The goal of this project is to understand the molecular mechanisms by which a virus, vesicular stomatitis virus (VSV) replicates. VSV has a similar RNA genome to other potent human and animal pathogens such as Ebola and measles. When VSV enters a host cell it synthesizes an enzyme, RNA dependent RNA Polymerases (RdRPs) that copies the viral RNA genome. This project will examine the mechanism by which RdRPs read and copy the viral genome template in infected cells, which is critical for the replication of viruses. The results from this study will improve scientific understanding of how RdRPs work and identify potential target mechanisms for inhibition of viral infections. This study will train students who are traditionally underrepresented in STEM fields, by engaging them within teams doing research at the University of Utah and University of Massachusetts Medical School at Worcester. The proposed activities will also support development of Biophysics courses that will benefit undergraduate interdisciplinary education, and encourage participation of K-12 students in science by communicating aspects of the scientific results through creation of a "virus dance" project.
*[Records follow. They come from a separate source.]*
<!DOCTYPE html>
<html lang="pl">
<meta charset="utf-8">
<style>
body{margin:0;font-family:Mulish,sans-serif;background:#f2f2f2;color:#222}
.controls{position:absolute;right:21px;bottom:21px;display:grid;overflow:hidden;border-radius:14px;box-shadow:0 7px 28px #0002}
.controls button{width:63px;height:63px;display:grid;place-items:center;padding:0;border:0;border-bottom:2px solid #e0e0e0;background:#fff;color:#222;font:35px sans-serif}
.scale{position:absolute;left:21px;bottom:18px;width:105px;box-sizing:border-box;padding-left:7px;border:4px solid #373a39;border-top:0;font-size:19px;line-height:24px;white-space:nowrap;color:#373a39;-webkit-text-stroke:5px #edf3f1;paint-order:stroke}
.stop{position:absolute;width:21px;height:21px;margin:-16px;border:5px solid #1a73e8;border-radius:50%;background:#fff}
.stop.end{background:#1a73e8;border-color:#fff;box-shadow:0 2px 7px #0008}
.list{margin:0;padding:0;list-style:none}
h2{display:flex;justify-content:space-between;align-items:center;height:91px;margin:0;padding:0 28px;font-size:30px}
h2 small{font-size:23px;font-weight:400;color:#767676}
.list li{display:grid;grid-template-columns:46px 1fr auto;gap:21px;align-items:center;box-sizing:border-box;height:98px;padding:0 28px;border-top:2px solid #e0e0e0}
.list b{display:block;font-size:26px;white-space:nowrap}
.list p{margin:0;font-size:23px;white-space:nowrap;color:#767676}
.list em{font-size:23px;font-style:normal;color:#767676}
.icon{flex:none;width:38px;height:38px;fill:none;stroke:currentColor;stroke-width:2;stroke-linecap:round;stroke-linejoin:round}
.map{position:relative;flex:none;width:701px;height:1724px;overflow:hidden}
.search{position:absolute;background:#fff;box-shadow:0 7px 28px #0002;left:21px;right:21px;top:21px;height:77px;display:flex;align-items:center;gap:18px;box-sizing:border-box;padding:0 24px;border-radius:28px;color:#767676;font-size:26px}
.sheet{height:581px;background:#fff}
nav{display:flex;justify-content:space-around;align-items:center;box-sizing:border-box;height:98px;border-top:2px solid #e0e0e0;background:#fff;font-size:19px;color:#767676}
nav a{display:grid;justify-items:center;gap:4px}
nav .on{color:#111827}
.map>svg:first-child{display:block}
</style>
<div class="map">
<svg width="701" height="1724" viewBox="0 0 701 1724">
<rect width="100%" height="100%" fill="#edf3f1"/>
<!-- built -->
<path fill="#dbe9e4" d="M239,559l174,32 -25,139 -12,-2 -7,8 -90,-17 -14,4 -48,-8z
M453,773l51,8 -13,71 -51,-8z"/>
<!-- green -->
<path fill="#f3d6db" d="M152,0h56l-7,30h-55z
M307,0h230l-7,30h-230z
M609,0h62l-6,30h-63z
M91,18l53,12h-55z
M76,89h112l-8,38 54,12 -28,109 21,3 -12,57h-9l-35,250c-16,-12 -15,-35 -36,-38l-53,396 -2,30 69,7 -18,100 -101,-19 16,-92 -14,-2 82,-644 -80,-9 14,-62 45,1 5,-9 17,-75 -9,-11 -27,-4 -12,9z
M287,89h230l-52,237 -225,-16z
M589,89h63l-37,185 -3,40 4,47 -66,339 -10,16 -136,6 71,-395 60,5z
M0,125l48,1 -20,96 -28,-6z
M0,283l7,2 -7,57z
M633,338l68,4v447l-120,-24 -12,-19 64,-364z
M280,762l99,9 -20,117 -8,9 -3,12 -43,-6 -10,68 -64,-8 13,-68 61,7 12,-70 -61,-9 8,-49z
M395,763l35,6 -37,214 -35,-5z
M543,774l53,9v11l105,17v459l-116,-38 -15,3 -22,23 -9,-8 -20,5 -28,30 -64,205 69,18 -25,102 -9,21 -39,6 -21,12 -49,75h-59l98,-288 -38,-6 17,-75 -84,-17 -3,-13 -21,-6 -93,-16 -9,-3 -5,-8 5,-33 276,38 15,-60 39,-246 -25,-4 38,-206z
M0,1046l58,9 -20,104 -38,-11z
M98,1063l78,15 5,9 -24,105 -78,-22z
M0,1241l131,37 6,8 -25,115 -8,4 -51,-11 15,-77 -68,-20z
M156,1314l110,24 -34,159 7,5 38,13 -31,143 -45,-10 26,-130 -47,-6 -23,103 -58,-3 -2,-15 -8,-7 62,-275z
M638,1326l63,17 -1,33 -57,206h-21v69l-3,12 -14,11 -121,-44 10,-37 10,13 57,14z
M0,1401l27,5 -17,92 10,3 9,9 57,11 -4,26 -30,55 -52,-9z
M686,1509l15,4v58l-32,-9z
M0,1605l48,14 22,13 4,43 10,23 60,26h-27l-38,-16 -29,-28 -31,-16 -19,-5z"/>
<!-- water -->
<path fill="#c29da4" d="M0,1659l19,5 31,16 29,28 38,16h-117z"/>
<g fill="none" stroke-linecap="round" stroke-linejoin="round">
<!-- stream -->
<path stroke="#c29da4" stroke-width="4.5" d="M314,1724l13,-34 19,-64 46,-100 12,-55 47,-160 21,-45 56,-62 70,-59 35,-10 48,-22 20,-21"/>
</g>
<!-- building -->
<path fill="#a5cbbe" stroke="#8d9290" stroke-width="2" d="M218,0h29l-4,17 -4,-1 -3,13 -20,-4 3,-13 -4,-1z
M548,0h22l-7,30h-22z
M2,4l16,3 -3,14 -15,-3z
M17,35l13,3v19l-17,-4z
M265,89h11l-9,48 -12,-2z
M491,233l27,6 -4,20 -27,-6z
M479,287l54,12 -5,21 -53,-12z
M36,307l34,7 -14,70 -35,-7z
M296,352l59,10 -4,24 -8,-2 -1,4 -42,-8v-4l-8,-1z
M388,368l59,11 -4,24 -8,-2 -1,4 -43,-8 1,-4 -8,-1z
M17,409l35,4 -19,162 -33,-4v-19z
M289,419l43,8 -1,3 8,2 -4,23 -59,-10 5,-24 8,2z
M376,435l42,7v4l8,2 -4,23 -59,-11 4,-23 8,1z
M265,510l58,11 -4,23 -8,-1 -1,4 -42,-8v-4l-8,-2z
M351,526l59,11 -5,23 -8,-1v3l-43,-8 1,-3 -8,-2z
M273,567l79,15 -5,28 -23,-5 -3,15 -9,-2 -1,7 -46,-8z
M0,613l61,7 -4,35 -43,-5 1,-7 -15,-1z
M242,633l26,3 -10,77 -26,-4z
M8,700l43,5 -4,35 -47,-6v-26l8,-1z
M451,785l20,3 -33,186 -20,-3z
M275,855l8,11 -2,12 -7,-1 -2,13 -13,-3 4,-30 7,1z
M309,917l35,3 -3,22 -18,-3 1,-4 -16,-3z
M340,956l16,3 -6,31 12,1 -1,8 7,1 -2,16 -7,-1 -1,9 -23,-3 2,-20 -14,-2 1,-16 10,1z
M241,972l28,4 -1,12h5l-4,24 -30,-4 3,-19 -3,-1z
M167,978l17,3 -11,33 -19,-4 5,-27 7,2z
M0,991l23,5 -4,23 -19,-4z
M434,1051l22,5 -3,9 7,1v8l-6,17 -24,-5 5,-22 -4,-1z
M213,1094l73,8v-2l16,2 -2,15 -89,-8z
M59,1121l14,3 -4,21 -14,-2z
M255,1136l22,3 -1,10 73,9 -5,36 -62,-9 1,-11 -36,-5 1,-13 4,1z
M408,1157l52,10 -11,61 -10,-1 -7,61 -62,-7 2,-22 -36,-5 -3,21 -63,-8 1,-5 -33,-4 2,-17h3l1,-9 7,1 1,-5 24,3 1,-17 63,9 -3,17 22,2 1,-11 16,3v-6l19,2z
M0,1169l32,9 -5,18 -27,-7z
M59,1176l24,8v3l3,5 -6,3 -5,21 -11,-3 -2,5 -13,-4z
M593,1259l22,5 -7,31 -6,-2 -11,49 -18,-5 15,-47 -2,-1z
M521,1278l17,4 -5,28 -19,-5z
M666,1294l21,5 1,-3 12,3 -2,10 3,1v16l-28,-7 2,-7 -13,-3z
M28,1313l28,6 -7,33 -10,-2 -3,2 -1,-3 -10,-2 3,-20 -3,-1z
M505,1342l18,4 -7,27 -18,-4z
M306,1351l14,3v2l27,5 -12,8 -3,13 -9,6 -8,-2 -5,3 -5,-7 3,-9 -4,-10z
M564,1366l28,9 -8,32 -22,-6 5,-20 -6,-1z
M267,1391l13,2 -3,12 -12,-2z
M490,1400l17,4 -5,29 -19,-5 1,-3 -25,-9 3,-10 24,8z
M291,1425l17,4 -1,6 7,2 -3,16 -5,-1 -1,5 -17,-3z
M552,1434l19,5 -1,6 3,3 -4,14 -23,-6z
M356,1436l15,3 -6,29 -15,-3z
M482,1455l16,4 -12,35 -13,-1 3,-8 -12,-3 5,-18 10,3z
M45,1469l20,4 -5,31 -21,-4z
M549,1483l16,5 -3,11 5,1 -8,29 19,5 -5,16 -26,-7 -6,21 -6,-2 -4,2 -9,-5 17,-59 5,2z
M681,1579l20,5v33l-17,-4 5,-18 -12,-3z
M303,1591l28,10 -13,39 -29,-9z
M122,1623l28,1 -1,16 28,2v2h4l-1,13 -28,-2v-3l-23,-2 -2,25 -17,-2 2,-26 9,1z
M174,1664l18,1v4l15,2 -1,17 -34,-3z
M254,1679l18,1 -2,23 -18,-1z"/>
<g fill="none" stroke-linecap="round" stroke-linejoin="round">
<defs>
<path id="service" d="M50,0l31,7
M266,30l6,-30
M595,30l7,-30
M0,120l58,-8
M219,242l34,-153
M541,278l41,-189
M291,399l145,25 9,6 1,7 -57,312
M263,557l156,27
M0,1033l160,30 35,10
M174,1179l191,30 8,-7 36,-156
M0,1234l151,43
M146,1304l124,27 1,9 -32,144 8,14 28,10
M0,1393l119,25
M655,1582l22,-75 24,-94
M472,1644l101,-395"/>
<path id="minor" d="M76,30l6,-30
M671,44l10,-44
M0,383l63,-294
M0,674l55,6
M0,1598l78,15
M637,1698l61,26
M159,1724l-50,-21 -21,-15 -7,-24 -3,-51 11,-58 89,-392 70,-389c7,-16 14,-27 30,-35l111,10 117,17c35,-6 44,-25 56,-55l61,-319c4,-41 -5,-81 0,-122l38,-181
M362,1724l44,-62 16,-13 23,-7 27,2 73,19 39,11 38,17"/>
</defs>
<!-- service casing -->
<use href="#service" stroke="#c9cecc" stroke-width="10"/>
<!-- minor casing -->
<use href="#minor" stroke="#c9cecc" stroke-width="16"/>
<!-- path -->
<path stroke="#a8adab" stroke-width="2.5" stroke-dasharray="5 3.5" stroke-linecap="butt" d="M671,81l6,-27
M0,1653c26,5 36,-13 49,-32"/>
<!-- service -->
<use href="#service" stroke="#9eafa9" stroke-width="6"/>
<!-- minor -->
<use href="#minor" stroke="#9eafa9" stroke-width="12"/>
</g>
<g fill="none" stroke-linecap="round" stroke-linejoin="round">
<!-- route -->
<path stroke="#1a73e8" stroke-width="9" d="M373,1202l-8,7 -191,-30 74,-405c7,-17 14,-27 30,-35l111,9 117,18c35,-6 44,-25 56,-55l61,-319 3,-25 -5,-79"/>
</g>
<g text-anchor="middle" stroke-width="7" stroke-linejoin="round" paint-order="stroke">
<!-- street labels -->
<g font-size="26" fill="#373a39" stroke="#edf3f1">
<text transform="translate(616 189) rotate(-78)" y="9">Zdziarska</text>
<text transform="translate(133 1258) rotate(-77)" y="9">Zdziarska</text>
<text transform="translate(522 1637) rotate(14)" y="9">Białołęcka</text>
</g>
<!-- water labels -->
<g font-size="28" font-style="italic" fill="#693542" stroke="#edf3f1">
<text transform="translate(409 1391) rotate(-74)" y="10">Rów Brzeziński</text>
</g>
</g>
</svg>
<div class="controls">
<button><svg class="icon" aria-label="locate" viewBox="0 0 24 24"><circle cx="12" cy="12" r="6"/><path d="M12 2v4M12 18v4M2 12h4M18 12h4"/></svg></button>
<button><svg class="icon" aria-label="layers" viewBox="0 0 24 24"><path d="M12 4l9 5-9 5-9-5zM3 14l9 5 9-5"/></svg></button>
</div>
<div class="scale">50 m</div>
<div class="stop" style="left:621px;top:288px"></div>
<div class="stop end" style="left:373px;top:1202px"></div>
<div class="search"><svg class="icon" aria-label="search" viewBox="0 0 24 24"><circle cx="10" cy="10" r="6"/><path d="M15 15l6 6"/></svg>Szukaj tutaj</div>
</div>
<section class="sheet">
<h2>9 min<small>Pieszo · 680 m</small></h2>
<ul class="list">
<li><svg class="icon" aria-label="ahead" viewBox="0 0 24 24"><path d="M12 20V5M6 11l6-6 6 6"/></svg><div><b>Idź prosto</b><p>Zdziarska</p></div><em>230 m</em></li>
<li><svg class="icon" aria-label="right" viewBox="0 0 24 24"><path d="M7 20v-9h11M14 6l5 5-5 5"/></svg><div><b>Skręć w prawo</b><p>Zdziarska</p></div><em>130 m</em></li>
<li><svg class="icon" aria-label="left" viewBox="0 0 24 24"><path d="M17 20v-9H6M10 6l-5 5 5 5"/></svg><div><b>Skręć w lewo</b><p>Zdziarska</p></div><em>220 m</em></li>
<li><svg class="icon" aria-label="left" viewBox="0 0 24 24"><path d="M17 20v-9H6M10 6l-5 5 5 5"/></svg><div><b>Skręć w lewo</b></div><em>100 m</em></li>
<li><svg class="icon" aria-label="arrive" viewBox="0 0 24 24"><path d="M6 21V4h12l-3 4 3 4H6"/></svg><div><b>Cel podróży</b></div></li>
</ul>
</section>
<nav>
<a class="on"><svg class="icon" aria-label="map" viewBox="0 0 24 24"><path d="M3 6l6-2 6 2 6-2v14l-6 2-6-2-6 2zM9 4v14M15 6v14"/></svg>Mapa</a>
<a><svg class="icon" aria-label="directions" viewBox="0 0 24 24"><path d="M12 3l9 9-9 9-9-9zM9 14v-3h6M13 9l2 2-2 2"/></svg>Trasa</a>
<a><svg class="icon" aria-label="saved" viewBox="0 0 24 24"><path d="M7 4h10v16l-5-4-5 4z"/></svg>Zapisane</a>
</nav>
This project will use single molecule live cell imaging to visualize transcription events from single VSV genome templates in infected cells and utilize fluorescence correlation spectroscopy to measure the concentration of free RdRPs during transcription in vivo. When stretched, the genome template of VSV is more than 4 microns in size and RdRPs can only initiate transcription on its 3' end. While 50 RdRPs are tightly bound to this template, how they initiate and sustain transcription is not clear. The live cell imaging experiments will determine the number of active RdRPs per genome and their cooperativity. Measurements of the concentration of free RdRPs not bound to the genome will verify if a dissociation and 3' binding mechanism can support viral transcription in vivo. This project will also use reconstituted templates in vitro to visualize the mechanism by which RdRPs redistribute on the genome template. We have observed single RdRP sliding on purified genome templates in vitro. In this project we will further characterize the sliding mechanism of RdRPs on genome templates. By measuring the dynamics of RdRPs in vivo as well as in vitro this project will determine the mechanism of transcription by RdRPs during VSV RNA virus infection.
The project was funded by the Genetic Mechanisms Program in the Division of Molecular and Cellular Biosciences.